- Extracted information

********************

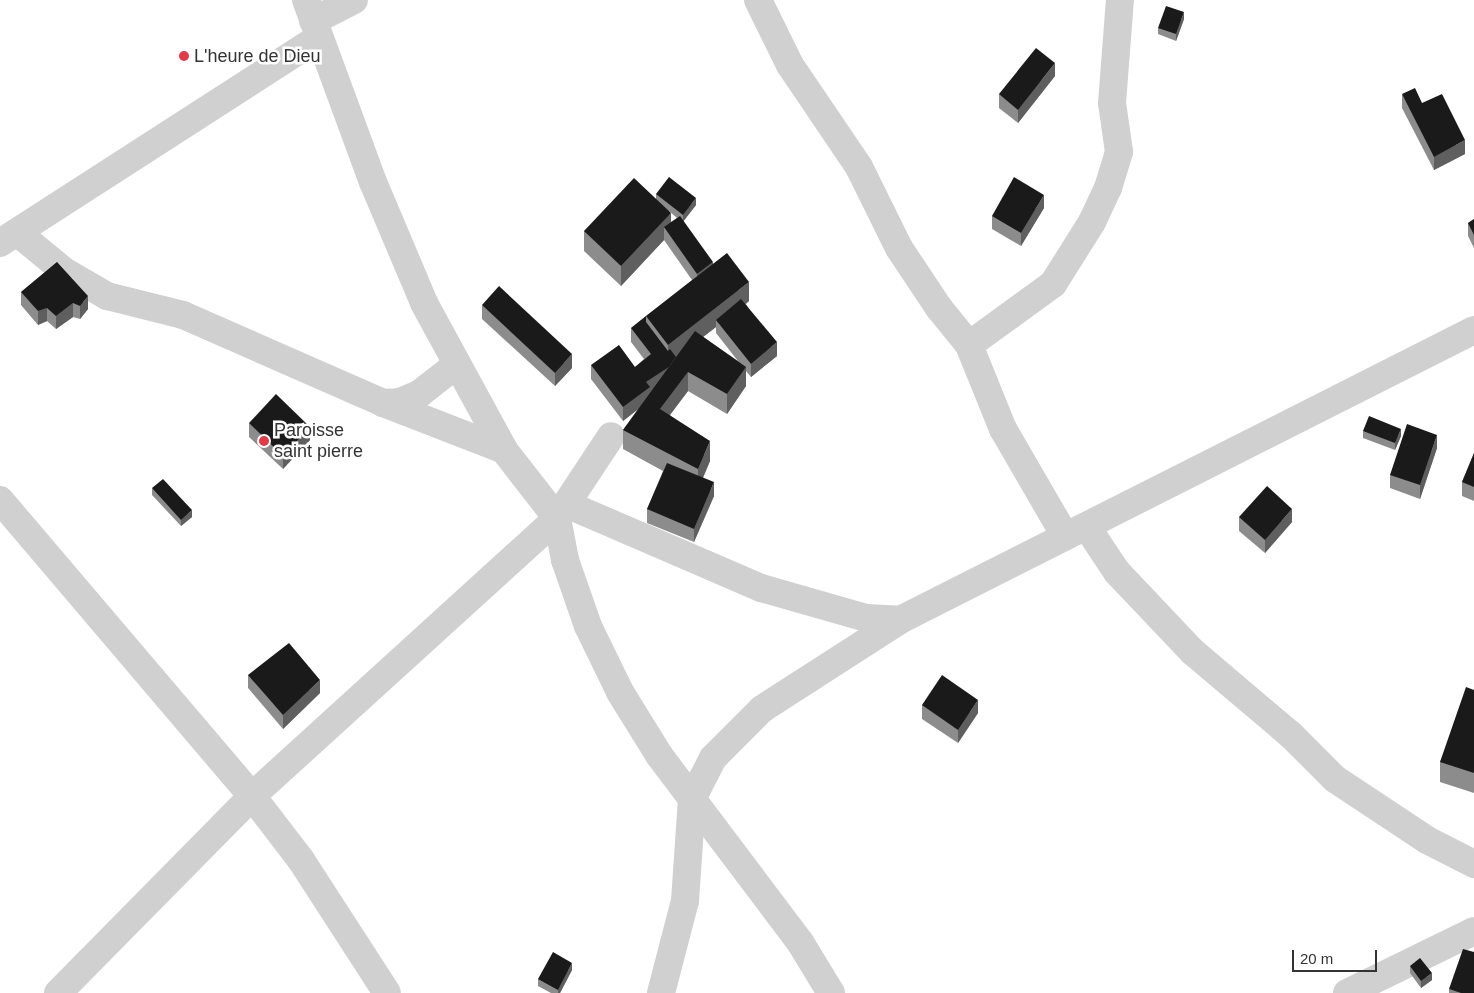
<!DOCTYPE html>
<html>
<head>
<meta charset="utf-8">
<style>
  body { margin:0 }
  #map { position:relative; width:1474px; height:993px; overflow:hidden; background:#fff; font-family:Helvetica,sans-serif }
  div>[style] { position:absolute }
  .street>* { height:28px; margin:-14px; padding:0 14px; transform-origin:14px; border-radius:14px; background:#d0d0d0 }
  .wall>* { inset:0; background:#8c8c8c }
  .shaded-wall>* { inset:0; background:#5f5f5f }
  .building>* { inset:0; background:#1a1a1a }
  .dots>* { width:14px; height:14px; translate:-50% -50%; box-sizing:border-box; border:2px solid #fff; border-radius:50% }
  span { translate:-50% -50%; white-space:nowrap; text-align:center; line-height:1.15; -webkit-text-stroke:5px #fff; paint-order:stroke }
  .poi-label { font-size:18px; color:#333 }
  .left { translate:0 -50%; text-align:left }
  .scale { position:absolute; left:1292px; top:950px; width:85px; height:22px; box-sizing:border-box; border:2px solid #333; border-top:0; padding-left:6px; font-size:15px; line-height:18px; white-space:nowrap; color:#333; -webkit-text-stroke:4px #fff; paint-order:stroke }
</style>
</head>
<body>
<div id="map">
  <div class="street">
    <i style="left:306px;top:0;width:194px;rotate:69.8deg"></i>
    <i style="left:373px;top:182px;width:131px;rotate:67.1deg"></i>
    <i style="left:424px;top:303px;width:167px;rotate:61.4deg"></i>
    <i style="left:504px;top:450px;width:86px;rotate:52.1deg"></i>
    <i style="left:557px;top:518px;width:43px;rotate:79.2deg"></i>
    <i style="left:565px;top:560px;width:70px;rotate:70.8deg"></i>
    <i style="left:588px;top:626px;width:73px;rotate:64.1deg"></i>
    <i style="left:620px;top:692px;width:74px;rotate:58.2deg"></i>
    <i style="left:659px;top:755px;width:234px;rotate:53deg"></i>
    <i style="left:800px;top:942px;width:60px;rotate:58.7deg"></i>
    <i style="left:758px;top:0;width:72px;rotate:63.8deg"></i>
    <i style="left:790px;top:65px;width:123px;rotate:55.9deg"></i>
    <i style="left:859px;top:167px;width:90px;rotate:63.7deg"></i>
    <i style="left:899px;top:248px;width:72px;rotate:56.3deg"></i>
    <i style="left:939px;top:308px;width:48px;rotate:51deg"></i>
    <i style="left:969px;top:345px;width:91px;rotate:68deg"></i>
    <i style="left:1003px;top:429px;width:124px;rotate:59.9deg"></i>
    <i style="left:313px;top:21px;width:46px;rotate:-27.1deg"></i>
    <i style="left:18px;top:233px;width:60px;rotate:39.6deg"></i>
    <i style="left:64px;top:271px;width:50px;rotate:30.2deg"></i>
    <i style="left:107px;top:296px;width:78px;rotate:14deg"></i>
    <i style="left:183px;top:315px;width:219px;rotate:23.7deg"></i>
    <i style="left:383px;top:403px;width:17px;rotate:-3deg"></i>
    <i style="left:400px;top:402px;width:21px;rotate:-23deg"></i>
    <i style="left:419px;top:394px;width:46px;rotate:-37.9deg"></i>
    <i style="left:0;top:243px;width:378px;rotate:-32.8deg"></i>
    <i style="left:969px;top:345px;width:104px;rotate:-36deg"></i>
    <i style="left:1053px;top:284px;width:73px;rotate:-57.8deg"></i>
    <i style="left:1092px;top:222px;width:38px;rotate:-65deg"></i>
    <i style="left:1108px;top:188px;width:38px;rotate:-73deg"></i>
    <i style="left:1119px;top:152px;width:49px;rotate:-98.1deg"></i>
    <i style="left:1112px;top:103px;width:103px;rotate:-85.6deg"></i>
    <i style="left:383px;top:403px;width:130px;rotate:21.2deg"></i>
    <i style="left:0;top:500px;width:389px;rotate:49.6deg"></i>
    <i style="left:252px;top:796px;width:81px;rotate:52.6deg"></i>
    <i style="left:301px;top:860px;width:158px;rotate:57.1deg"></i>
    <i style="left:566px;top:504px;width:212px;rotate:23.3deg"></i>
    <i style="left:761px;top:588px;width:109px;rotate:15.9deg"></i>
    <i style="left:866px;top:618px;width:34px;rotate:3deg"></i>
    <i style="left:1087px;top:527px;width:54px;rotate:56.3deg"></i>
    <i style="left:1117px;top:572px;width:110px;rotate:46.5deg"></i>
    <i style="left:1193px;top:652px;width:128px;rotate:40.3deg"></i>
    <i style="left:1291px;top:735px;width:62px;rotate:45deg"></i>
    <i style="left:1335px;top:779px;width:110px;rotate:33.5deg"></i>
    <i style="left:1427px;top:840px;width:53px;rotate:27.1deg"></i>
    <i style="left:58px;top:993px;width:276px;rotate:-45.4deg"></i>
    <i style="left:252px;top:796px;width:413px;rotate:-42.3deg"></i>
    <i style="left:557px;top:518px;width:98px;rotate:-56.6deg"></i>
    <i style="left:661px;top:993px;width:95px;rotate:-75.4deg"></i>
    <i style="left:685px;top:901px;width:102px;rotate:-86.1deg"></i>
    <i style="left:692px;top:799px;width:46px;rotate:-62.9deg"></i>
    <i style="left:713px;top:758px;width:69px;rotate:-45deg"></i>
    <i style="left:762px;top:709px;width:164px;rotate:-32.8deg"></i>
    <i style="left:900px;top:620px;width:643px;rotate:-26.8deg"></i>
    <i style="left:1347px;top:993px;width:141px;rotate:-26deg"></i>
  </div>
  <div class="wall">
    <i style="clip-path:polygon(1184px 19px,1176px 41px,1158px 34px,1158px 28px)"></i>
    <i style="clip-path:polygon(1055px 76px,1018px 123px,999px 108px,999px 94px)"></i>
    <i style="clip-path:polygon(1402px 94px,1465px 154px,1434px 170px,1402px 108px)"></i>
    <i style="clip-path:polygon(evenodd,656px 194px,696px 205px,683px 221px,713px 264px,749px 301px,746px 304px,777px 356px,751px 377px,746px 371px,746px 386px,727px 414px,688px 391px,670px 415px,710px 461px,703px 478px,714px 496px,694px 542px,647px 523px,647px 509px,663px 471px,623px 449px,623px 430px,638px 409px,623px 421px,591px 379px,591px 365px,635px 367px,644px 359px,631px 342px,631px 328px,692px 280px,664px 240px,621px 286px,584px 251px,584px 231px,656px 199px,656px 194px,669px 211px,677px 218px,671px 222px,669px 211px,656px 194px,716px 327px,716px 333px,738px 361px,703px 337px,716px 327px)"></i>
    <i style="clip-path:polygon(1044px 208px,1021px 246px,992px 229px,992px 216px)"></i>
    <i style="clip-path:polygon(1474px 219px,1474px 248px,1468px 236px,1468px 223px)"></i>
    <i style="clip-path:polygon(57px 262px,88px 309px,80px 319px,73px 317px,56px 329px,47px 321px,38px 325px,21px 305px,21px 292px)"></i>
    <i style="clip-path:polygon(482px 305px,572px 368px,555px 386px,482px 319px)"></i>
    <i style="clip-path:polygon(249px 423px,310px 440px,283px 469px,249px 437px)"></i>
    <i style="clip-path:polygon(1363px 431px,1401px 436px,1395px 450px,1363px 438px)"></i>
    <i style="clip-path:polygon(1437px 448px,1420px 499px,1390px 488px,1390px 475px)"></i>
    <i style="clip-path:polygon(1474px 453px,1474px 501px,1462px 496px,1462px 482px)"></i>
    <i style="clip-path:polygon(152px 488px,192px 517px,181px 526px,152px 495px)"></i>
    <i style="clip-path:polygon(1239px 517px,1292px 522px,1265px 553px,1239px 531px)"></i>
    <i style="clip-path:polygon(248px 675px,320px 693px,283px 729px,248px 688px)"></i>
    <i style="clip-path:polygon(1474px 690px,1474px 793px,1440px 782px,1440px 762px)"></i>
    <i style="clip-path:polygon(922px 705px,978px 713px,958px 743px,922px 719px)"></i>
    <i style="clip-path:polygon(1410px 966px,1432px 980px,1421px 988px,1410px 973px)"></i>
    <i style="clip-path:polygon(572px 970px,560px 993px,551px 993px,538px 986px,538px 979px)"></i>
    <i style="clip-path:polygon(1449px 989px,1474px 993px,1449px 993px)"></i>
  </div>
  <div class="shaded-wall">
    <i style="clip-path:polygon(1184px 12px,1184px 19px,1176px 41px,1176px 34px)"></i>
    <i style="clip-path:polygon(1055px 63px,1055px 76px,1018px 123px,1018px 110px)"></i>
    <i style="clip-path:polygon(1465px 140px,1465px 154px,1434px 170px,1434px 157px)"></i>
    <i style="clip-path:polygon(1044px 195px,1044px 208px,1021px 246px,1021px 233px)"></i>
    <i style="clip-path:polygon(696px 198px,696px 205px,683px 222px,683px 215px)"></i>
    <i style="clip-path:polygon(671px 213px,671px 233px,664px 227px,664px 240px,621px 286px,621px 266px)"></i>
    <i style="clip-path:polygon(713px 262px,713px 276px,697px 287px,697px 274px)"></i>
    <i style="clip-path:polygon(749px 282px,749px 301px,719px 324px,716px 320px,716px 327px,668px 364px,668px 345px)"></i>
    <i style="clip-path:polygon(88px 296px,88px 309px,80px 319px,80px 306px)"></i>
    <i style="clip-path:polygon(73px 303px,73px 317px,56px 329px,56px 316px)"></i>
    <i style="clip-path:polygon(47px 308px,47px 321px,38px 325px,38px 311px)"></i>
    <i style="clip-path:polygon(777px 342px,777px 356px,751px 377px,751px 364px)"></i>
    <i style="clip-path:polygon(572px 354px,572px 368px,555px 386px,555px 373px)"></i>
    <i style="clip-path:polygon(678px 361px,650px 400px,623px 421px,623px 407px,646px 382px)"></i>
    <i style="clip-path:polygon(746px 367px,746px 386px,727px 414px,727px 394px)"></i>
    <i style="clip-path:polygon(688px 372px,688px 391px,660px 428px,660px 409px)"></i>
    <i style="clip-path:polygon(310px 427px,310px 440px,283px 469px,283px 456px)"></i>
    <i style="clip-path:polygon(1401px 429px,1401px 436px,1395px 450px,1395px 443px)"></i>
    <i style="clip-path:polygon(1437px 435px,1437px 448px,1420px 499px,1420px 485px)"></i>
    <i style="clip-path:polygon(710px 441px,710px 461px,698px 489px,698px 469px)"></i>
    <i style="clip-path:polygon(714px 482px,714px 496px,694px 542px,694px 529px)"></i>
    <i style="clip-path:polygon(1292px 509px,1292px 522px,1265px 553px,1265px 540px)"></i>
    <i style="clip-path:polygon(192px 510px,192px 517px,181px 526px,181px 520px)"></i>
    <i style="clip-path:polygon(320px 680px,320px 693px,283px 729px,283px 715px)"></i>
    <i style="clip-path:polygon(978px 700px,978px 713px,958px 743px,958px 730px)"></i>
    <i style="clip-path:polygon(572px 963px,572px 970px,560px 993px,558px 993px,558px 990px)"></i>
    <i style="clip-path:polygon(1432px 973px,1432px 980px,1421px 988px,1421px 981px)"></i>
  </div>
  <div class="building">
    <i style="clip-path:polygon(1166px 6px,1184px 12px,1176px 34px,1158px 28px)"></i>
    <i style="clip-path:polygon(1036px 48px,1055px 63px,1018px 110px,999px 94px)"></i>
    <i style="clip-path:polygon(1415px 88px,1422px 103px,1442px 94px,1465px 140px,1434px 157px,1402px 94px)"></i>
    <i style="clip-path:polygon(669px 177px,696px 198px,683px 215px,656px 194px)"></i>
    <i style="clip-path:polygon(1014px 177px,1044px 195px,1021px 233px,992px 216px)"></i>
    <i style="clip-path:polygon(634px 178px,671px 213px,621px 266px,584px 231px)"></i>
    <i style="clip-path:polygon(680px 216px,713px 262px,697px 274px,664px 227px)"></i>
    <i style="clip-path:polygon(1474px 219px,1474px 235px,1468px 223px)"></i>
    <i style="clip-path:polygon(727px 253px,749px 282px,668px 345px,646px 316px)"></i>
    <i style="clip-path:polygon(57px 262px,88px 296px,80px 306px,73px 303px,56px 316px,47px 308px,38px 311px,21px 292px)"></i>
    <i style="clip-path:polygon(499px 286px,572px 354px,555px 373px,482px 305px)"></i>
    <i style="clip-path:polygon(741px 299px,777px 342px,751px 364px,716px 320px)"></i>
    <i style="clip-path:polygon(646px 316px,646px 322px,668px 351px,670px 349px,676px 357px,669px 367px,646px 382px,650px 387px,623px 407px,591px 365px,619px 345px,635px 367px,651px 354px,631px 328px)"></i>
    <i style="clip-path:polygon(695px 331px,746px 367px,727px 394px,688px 372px,660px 409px,710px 441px,698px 469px,623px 430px)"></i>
    <i style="clip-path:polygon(276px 394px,310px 427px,283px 456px,249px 423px)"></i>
    <i style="clip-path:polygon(1369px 416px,1401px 429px,1395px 443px,1363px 431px)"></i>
    <i style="clip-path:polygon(1407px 424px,1437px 435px,1420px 485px,1390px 475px)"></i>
    <i style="clip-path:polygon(1474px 453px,1474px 487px,1462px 482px)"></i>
    <i style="clip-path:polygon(667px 463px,714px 482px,694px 529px,647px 509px)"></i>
    <i style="clip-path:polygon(163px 479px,192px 510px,181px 520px,152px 488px)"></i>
    <i style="clip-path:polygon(1267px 486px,1292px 509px,1265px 540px,1239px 517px)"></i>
    <i style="clip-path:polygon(289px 643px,320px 680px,283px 715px,248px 675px)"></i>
    <i style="clip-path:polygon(942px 675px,978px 700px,958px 730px,922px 705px)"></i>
    <i style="clip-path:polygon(1466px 687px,1474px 690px,1474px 773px,1440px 762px)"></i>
    <i style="clip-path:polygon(1463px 949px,1474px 952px,1474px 993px,1461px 993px,1449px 989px)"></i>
    <i style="clip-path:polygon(553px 952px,572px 963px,558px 990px,538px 979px)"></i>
    <i style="clip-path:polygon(1420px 958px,1432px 973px,1421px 981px,1410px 966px)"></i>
  </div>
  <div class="dots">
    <i style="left:184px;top:56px;background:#e63946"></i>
    <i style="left:264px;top:441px;background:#e63946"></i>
  </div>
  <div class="poi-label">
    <span class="left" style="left:194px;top:56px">L'heure de Dieu</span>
    <span class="left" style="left:274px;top:441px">Paroisse<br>saint pierre</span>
  </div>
  <div class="scale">20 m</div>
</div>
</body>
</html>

********************

- Brief
Give back exactly the run of lines that opens the material above and ends at the line with "position:relative; width:1474px; height:993px;". Omit the pictures.

- Answer to this problem
<!DOCTYPE html>
<html>
<head>
<meta charset="utf-8">
<style>
  body { margin:0 }
  #map { position:relative; width:1474px; height:993px; overflow:hidden; background:#fff; font-family:Helvetica,sans-serif }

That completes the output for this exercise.